I applied to Peace Corps and was invited to serve in the Republic of Georgia. I then spent two years teaching English in a rural mountain village on the Turkish border. Learning the language to an advanced level was a testament to the depth of relationships I developed with my community. Service became less of an act and more of a lifestyle. There were the daily sacrifices as a teacher, spending hours after school doing clubs, camps, concerts, and tutoring. And then there were the major investments such as implementing a grant to get the village its first fully-resourced classroom and coordinating a 17-country writing competition.

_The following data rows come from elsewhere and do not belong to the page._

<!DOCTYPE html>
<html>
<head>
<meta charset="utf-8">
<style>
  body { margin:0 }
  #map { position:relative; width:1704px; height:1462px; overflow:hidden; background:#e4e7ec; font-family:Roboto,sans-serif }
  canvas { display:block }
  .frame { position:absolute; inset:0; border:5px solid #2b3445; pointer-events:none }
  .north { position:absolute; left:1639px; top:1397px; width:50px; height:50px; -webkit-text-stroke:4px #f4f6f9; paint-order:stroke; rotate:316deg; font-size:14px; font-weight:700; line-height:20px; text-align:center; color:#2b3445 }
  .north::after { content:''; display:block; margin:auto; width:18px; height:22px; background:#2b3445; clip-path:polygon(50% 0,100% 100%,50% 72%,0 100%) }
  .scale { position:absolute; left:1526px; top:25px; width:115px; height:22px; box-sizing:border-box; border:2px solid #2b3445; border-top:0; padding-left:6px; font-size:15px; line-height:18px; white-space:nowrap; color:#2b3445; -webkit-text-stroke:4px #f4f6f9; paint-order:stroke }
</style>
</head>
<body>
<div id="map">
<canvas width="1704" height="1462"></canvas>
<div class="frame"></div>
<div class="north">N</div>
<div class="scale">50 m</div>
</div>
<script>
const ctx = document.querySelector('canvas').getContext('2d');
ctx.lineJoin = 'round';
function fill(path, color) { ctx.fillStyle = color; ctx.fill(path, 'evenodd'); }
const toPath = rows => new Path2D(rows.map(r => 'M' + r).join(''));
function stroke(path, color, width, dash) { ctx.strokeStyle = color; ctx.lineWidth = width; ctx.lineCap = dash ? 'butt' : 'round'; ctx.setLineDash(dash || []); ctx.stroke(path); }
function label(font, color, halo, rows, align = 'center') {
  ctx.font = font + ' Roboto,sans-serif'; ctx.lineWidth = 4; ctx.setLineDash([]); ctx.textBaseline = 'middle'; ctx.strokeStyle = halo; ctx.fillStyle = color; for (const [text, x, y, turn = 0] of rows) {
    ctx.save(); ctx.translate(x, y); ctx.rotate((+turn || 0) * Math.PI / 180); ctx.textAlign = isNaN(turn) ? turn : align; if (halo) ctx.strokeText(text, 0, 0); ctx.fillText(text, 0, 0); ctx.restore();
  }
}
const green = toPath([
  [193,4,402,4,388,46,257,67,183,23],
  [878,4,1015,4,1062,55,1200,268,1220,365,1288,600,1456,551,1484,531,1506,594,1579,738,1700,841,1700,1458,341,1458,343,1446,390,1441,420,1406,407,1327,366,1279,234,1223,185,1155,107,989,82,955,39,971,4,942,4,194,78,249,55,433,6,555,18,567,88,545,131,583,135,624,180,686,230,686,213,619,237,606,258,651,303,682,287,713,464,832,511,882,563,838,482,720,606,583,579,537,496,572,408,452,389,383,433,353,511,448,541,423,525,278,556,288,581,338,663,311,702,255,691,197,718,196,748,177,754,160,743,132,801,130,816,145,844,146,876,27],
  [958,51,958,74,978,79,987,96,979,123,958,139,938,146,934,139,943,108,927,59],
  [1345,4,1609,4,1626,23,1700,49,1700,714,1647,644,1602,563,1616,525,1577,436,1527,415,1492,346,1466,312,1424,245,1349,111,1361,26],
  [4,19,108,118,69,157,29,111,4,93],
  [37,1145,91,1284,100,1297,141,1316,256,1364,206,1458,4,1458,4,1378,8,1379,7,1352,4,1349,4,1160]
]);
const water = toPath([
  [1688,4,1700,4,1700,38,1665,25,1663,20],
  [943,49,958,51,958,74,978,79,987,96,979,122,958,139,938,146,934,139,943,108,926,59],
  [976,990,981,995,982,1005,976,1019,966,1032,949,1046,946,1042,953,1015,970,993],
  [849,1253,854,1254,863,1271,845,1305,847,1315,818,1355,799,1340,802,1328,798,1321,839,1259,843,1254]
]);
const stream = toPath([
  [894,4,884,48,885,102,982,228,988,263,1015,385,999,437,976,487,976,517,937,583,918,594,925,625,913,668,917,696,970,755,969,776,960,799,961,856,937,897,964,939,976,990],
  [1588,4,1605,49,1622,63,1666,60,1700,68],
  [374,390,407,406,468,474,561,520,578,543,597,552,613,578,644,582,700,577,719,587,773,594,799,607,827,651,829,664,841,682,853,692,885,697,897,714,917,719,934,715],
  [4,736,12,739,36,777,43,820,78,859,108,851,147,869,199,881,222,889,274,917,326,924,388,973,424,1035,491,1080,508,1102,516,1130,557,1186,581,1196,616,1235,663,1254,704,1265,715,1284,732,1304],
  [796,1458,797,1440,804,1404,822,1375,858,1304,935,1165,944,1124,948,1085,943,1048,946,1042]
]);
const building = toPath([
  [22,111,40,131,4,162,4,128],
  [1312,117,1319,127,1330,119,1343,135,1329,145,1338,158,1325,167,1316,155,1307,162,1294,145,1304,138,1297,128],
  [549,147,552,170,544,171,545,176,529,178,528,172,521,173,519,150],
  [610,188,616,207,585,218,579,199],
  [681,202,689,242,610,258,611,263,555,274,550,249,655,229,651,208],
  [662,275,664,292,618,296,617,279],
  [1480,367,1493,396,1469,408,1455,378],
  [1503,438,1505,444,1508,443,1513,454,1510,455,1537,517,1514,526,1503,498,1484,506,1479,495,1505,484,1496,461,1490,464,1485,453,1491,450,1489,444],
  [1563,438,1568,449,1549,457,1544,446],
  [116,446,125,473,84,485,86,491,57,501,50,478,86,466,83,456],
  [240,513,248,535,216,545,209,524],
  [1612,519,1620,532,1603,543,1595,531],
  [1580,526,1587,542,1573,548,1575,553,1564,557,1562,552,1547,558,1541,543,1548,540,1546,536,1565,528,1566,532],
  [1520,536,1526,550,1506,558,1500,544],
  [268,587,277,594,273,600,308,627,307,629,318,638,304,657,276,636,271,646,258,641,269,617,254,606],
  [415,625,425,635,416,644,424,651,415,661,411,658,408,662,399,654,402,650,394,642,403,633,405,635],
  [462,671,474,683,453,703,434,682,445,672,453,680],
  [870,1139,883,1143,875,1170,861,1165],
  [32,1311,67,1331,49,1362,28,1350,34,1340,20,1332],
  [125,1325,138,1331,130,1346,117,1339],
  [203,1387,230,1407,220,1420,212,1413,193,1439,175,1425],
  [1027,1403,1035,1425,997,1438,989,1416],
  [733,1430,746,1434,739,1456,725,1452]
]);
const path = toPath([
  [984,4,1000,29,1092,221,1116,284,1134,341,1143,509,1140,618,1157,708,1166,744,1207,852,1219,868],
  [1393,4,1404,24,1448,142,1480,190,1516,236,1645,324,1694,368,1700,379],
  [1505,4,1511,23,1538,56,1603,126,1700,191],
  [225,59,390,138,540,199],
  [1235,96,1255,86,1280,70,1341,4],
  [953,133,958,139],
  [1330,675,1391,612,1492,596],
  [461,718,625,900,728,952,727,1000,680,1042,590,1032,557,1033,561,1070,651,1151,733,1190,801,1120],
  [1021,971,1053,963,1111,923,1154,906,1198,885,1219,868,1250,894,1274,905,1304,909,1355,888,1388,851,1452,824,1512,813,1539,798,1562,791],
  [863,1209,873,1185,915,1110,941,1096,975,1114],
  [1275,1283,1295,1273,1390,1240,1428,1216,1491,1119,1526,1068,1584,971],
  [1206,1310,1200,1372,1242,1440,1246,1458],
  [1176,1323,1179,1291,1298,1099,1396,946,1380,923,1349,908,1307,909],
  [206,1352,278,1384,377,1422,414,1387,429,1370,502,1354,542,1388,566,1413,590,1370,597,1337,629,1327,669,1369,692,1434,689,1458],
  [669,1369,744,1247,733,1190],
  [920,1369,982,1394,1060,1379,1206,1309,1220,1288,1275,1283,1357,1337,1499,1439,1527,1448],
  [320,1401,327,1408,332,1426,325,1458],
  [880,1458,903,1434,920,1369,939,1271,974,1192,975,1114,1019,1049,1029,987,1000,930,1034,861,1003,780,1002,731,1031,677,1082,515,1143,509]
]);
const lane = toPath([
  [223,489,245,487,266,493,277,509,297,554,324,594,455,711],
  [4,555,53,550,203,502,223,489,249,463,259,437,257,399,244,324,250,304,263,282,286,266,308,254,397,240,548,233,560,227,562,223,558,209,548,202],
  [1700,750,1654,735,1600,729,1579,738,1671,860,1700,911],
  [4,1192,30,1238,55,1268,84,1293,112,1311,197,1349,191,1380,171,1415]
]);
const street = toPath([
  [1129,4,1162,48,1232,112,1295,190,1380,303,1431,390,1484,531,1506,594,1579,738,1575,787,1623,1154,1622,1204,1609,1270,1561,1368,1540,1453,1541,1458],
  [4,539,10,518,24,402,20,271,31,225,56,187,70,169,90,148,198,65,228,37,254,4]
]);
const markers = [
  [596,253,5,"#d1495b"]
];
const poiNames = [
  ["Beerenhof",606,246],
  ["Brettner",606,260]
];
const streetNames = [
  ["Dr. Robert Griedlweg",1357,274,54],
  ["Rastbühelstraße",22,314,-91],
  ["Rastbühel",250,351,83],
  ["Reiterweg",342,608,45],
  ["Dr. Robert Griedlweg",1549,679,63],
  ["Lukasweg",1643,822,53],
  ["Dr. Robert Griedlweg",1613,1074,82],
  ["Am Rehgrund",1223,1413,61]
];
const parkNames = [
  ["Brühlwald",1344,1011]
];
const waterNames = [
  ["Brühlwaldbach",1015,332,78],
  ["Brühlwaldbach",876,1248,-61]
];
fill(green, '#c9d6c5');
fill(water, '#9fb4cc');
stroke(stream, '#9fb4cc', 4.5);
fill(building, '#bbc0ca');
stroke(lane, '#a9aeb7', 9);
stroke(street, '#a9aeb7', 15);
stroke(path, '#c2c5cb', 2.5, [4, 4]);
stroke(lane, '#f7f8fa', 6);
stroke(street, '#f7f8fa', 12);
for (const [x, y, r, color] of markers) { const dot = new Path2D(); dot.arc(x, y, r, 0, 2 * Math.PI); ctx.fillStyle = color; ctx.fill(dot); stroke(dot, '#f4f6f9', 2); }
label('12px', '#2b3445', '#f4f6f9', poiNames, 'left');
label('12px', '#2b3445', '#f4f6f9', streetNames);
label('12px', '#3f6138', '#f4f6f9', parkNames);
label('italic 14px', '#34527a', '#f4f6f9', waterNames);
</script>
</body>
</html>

Coming back upon completion of service was difficult. It took only a couple months before I was diagnosed with PTSD from the wide range of dangerous situations I had experienced. While there, each terrifying event had heightened an intense desire to love the children who would be living in those circumstances for the rest of their lives. But after returning home I have reeled from the all-encompassing fear and anxiety that I never felt while there.
Sometimes I look back on my service and wonder if all the danger and all the pain was worth the emotional, mental, and physical consequences I will have for the rest of my life. Then I remember a single child on my last day in the village who shyly waited for all his classmates to leave, and then hugged me as tightly as he could and cried, "don't go."
Even if it is only one life, it is worth it.